A cold-blooded reptile, the Midland Painted turtle regulates its temperature through its environment, notably by basking. All ages bask for warmth, often alongside other species of turtles.  As many as 50 turtles have been observed on a single log, often stacked atop each other in several layers. In captivity, it is crucial for the tank setup to include a basking site where the turtle can get completely dry and bask under lighting that includes not only warmth, but also both UVA and UVB.  The heat helps maintain the preferred body temperature. The  ultraviolet helps eliminate skin parasites and is essential for the synthesis of vitamin D3.  UVB emissions help prevent or reverse metabolic bone disease and UVA increases feeding, mating, and other natural behaviors.
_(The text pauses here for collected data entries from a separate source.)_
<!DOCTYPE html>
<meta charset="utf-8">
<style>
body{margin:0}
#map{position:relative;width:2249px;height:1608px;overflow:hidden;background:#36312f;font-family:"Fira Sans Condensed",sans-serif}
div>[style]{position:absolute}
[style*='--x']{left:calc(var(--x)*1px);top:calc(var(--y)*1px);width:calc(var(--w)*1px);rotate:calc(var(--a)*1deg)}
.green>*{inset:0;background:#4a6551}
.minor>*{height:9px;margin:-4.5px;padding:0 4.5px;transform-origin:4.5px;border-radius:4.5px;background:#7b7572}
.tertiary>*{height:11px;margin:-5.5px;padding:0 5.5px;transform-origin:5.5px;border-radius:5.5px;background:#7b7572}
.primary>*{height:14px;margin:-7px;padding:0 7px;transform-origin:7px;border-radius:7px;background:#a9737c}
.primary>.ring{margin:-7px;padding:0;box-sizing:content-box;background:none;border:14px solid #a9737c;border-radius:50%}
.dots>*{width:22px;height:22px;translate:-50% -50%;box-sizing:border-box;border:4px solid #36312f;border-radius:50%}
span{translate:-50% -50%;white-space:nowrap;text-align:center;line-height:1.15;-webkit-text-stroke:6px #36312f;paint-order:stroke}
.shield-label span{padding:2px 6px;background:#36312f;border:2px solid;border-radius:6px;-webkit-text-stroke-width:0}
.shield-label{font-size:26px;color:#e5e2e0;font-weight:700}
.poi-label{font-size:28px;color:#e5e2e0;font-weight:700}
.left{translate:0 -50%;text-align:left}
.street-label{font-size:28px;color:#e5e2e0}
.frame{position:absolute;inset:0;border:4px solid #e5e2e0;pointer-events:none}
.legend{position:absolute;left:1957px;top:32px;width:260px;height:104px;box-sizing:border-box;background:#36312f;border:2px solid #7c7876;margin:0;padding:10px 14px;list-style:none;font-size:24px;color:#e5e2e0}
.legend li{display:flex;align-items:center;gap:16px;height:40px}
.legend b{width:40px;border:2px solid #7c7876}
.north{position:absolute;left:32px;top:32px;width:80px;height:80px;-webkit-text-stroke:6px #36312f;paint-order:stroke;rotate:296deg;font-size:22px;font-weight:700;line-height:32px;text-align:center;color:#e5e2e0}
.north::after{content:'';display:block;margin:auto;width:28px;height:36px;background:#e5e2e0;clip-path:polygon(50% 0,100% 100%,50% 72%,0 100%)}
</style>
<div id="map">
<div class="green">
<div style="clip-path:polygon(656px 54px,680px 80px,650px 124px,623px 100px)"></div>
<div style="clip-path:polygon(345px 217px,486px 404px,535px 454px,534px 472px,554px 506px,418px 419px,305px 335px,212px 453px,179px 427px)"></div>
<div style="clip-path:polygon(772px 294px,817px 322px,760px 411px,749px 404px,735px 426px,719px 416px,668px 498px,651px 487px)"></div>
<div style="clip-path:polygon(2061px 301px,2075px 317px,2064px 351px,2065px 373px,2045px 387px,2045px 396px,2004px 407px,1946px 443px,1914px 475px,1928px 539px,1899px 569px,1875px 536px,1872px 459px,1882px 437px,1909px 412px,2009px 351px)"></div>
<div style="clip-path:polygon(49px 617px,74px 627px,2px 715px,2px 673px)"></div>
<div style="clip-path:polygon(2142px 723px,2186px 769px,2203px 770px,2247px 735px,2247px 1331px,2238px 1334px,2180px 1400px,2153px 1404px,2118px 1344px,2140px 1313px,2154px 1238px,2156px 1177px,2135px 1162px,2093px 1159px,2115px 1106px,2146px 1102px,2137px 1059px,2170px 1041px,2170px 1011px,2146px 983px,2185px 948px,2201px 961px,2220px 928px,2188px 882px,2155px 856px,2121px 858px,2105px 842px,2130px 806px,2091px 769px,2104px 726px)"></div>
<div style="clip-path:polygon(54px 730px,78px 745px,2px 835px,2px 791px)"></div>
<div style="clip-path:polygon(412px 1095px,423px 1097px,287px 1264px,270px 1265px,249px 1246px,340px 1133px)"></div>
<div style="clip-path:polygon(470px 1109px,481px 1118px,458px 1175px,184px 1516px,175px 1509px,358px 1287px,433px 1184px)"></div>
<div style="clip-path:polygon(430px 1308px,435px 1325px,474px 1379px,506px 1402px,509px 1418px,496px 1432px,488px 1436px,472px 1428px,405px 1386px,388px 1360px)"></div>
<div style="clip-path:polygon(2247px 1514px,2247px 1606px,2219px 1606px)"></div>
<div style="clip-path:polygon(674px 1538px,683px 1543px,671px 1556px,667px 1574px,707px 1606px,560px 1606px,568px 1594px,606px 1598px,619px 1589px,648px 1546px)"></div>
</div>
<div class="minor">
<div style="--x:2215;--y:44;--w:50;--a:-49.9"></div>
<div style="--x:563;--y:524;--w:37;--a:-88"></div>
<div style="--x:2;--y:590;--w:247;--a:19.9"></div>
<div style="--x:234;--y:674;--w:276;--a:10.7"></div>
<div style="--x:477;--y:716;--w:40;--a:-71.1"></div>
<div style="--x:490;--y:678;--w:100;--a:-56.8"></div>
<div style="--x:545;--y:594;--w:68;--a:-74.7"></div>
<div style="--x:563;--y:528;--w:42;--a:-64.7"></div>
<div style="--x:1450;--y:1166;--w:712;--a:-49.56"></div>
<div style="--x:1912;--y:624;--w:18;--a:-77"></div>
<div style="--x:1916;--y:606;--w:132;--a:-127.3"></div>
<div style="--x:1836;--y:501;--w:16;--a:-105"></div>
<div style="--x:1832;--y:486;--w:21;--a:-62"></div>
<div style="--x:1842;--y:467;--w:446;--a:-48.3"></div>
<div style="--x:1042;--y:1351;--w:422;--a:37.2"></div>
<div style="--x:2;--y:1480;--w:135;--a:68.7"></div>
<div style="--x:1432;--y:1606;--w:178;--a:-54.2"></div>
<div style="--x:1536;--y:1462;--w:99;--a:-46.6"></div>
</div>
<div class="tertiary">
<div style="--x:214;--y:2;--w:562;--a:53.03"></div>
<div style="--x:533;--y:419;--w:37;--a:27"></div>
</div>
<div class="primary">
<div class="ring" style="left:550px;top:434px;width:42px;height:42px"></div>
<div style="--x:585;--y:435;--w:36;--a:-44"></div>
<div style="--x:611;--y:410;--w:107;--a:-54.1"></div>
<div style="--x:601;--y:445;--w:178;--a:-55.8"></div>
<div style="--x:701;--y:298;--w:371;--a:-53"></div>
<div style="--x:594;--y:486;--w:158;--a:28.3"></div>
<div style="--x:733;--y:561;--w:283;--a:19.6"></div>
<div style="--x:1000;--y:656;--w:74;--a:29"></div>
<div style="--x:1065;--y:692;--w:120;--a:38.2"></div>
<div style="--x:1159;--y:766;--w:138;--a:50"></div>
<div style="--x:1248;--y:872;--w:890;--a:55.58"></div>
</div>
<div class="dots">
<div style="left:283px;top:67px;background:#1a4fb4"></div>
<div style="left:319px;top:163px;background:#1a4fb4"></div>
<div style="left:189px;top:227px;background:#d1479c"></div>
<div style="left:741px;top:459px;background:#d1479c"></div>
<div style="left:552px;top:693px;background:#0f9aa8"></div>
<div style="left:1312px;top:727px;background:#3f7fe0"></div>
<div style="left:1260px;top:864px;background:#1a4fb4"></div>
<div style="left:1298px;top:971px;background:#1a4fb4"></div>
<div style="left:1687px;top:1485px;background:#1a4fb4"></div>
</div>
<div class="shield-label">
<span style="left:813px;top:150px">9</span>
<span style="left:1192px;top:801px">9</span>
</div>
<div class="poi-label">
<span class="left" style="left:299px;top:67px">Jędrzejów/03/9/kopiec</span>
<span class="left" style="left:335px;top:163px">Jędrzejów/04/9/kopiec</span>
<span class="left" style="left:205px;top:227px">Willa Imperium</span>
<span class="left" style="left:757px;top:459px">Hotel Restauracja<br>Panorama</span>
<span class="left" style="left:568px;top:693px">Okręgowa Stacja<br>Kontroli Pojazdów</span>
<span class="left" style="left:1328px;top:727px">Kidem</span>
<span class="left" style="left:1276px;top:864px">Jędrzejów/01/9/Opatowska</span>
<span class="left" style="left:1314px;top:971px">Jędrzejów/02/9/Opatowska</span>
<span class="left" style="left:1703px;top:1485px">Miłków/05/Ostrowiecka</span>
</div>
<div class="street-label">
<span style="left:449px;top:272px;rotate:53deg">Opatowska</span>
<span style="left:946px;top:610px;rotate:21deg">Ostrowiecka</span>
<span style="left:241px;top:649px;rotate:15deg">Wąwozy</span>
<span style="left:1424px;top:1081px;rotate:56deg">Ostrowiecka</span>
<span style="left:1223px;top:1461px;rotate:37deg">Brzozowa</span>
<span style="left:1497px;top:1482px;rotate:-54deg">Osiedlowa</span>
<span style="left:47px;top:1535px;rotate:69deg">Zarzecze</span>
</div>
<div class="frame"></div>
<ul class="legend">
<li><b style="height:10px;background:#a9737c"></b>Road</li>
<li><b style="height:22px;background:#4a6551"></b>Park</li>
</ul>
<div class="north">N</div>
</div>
In the wild, the Midland Painted turtle starts its day at sunrise, emerging from the water to bask for several hours. Warmed for activity, it returns to the water to forage.  After becoming chilled, the turtle re-emerges for one to two more cycles of basking and feeding.   At night, the turtle drops to the bottom of its water body or perches on an underwater object and sleeps.  In the spring, when the water reaches 59–64 °F, the turtle begins actively foraging. However, if the water temperature exceeds 86 °F, the turtle will not feed.  It is not uncommon for adult Painted Turtles to go a period of 2-3 weeks without eating, provided that they are active and otherwise showing no signs of illness.   In fall, the turtle stops foraging when temperatures drop below the spring set-point.  In the north during the winter, the turtle hibernates.  The inactive season may be as long as from October to March, while the southernmost populations may not hibernate at all.   The Midland Painted turtle hibernates by burying itself on the bottom of a body of water, or in woods or pastures. When hibernating underwater, the turtle prefers shallow depths, no more than 7 ft.   Within the mud, it may dig down up to an additional 3 ft.  In this state, the turtle does not breathe, although if surroundings allow, it may get some oxygen through its skin.  Periods of warm weather bring the turtles out of hibernation, and even in the north, individuals have been seen basking in February.